Despite my limited knowledge about compiling/parsing I dared to build a small recursive-descent parser for OData $filter expressions. The parser only needs to check the expression for correctness and output a corresponding condition in SQL. As input and output have almost the same tokens and structure, this was fairly straightforward, and my implementation does 90% of what I want.
But now I got stuck with parentheses, which appear in separate rules for logical and arithmetic expressions. The full OData grammar in ABNF is here, a condensed version of the rules involved is this:
boolCommonExpr = ( boolMethodCallExpr
/ notExpr
/ commonExpr [ eqExpr / neExpr / ltExpr / ... ]
/ boolParenExpr
) [ andExpr / orExpr ]
commonExpr = ( primitiveLiteral
/ firstMemberExpr ; = identifier
/ methodCallExpr
/ parenExpr
) [ addExpr / subExpr / mulExpr / divExpr / modExpr ]
boolParenExpr = "(" boolCommonExpr ")"
parenExpr = "(" commonExpr ")"
How does this grammar match a simple expression like (1 eq 2)? From what I can see all ( are consumed by the rule parenExpr inside commonExpr, i.e. they must also close after commonExpr to not cause an error and boolParenExpr never gets hit. I suppose my experience / intuition on reading such a grammar is just insufficient to get it. A comment in the ABNF says: "Note that boolCommonExpr is also a commonExpr". Maybe that's part of the mystery?
Obviously an opening ( alone won't tell me where it's going to close: After the current commonExpr expression or further away after boolCommonExpr. My lexer has a list of all tokens ahead (URL is very short input). I was thinking to use that to find out what type of ( I have. Good idea?
I'd rather have restrictions in input or a little hack than switching to a generally more powerful parser model. For a simple expression translation like this I also want to avoid compiler tools.
Edit 1: Extension after answer by rici - Is grammar rewrite correct?
Actually I started out with the example for recursive-descent parsers given on Wikipedia.
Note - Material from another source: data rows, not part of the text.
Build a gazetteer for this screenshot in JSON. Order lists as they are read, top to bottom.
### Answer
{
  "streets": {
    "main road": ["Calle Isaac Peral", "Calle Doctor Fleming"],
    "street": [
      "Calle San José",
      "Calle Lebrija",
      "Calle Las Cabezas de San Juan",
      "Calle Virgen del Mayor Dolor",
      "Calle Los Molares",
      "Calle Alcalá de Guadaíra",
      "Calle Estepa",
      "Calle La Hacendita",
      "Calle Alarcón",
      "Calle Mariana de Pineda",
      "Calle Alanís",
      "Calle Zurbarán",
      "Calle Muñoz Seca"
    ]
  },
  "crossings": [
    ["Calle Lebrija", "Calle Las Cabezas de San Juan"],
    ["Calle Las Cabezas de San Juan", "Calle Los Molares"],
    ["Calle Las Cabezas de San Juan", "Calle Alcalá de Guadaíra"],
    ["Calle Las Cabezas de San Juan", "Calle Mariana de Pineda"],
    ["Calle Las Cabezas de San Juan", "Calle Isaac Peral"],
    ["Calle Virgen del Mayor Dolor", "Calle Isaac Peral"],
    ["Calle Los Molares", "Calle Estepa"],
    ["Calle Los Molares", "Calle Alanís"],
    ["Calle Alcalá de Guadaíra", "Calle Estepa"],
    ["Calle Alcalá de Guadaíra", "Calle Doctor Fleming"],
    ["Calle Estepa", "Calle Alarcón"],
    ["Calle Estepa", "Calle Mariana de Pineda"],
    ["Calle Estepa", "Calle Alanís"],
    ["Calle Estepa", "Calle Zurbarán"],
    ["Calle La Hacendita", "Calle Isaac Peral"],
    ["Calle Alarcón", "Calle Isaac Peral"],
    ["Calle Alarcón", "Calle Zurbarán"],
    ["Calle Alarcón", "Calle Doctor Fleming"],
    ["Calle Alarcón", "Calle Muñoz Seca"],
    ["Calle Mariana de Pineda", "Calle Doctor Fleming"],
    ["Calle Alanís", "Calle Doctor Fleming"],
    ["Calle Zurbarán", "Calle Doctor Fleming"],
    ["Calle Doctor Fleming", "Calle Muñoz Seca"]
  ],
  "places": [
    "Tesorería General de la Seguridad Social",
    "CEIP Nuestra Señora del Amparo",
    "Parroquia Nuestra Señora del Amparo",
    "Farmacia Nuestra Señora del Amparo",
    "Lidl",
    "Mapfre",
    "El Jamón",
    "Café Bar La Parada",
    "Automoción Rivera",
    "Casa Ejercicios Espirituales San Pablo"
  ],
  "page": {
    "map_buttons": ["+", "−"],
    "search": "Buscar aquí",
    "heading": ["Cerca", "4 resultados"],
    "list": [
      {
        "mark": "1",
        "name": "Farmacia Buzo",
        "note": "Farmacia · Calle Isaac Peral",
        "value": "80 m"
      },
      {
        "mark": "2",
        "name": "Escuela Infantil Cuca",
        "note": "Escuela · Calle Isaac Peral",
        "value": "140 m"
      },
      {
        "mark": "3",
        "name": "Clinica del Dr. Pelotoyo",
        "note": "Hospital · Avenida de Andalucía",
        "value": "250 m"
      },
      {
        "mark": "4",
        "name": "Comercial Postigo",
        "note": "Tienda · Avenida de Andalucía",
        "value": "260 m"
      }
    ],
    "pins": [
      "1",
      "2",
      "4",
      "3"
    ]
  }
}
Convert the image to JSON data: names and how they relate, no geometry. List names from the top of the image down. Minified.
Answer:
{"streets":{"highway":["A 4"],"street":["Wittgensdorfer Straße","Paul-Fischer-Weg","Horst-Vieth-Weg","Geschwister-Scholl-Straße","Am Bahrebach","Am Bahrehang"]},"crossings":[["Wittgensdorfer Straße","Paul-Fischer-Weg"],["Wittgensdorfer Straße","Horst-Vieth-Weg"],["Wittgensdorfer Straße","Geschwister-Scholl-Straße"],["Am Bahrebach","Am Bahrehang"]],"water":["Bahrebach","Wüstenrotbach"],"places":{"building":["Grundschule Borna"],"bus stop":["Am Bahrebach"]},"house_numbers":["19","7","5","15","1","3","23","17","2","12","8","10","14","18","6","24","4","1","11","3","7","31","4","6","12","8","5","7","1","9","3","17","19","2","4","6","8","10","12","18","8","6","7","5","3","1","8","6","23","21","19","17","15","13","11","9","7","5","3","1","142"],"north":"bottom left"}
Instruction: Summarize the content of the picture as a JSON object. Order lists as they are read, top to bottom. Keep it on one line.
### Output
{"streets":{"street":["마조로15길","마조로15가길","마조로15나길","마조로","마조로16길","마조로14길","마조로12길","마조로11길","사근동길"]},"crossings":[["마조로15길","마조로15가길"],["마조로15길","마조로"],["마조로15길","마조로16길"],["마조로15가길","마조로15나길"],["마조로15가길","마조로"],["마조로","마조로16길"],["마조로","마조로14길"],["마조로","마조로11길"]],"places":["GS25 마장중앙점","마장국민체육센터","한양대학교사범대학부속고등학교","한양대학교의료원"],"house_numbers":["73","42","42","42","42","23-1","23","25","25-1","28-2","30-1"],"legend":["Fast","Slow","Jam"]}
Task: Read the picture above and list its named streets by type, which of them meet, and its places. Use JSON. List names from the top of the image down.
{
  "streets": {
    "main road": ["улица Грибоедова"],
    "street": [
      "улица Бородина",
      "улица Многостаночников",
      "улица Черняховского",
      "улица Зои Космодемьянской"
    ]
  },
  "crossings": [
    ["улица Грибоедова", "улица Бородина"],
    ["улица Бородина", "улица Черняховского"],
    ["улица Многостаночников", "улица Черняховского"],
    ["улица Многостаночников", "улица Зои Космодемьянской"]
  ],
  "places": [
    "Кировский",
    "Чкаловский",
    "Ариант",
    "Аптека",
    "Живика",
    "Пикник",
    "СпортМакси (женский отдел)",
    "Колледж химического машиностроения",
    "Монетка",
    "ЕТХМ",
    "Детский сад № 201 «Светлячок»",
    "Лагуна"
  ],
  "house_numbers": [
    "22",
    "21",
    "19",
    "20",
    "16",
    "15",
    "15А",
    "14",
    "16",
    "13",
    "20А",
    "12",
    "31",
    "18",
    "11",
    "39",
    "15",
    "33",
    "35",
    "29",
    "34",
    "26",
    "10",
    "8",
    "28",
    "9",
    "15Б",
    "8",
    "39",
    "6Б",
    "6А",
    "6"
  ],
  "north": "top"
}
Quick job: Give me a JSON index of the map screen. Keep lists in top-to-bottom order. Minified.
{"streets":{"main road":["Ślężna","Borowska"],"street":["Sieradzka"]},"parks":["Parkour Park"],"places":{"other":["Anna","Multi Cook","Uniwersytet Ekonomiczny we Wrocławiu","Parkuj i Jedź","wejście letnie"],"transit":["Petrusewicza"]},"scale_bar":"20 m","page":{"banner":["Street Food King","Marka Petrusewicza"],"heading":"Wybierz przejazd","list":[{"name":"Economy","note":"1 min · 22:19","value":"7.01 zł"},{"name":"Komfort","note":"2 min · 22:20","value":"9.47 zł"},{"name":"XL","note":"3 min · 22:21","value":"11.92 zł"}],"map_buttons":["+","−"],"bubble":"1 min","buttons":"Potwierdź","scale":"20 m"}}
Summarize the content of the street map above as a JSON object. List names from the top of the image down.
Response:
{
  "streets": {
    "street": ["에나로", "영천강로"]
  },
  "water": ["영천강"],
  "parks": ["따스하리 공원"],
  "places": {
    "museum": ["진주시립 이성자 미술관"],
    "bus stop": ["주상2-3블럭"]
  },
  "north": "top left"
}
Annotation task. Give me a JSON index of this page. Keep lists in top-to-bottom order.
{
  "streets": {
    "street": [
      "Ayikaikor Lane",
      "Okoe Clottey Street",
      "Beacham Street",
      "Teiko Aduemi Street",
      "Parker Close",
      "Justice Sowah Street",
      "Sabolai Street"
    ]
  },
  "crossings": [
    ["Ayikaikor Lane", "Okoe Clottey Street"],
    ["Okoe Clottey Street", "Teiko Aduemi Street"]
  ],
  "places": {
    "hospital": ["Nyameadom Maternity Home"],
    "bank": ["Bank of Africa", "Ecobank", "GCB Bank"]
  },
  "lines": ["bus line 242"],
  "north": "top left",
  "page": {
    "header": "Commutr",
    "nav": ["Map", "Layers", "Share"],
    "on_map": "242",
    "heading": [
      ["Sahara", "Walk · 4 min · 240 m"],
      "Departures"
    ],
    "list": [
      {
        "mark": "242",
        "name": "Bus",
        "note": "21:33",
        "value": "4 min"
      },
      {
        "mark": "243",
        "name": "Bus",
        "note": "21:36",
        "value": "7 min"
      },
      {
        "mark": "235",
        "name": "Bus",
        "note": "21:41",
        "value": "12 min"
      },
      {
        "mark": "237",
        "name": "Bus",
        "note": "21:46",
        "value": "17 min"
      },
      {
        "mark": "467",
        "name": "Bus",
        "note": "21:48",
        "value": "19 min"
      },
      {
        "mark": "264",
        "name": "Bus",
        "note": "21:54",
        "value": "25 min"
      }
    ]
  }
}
Then I though to better adapt to the official grammar given by the OData standard to be more "conformant". But with the advice from rici (and the comment from "Internal Server Error") to rewrite the grammar I would tend to go back to the more comprehensible structure provided on Wikipedia.
Adapted to the boolean expression for the OData $filter this could maybe look like this:
boolSequence= boolExpr {("and"|"or") boolExpr} .
boolExpr = ["not"] expression ("eq"|"ne"|"lt"|"gt"|"lt"|"le") expression .
expression = term {("add"|"sum") term} .
term = factor {("mul"|"div"|"mod") factor} .
factor = IDENT | methodCall | LITERAL | "(" boolSequence")" .
methodCall = METHODNAME "(" [ expression {"," expression} ] ")" .
Does the above make sense in general for boolean expressions, is it mostly equivalent to the original structure above and digestible for a recursive descent parser?
#rici: Thanks for your detailed remarks on type checking. The new grammar should resolve your concerns about precedence in arithmetic expressions.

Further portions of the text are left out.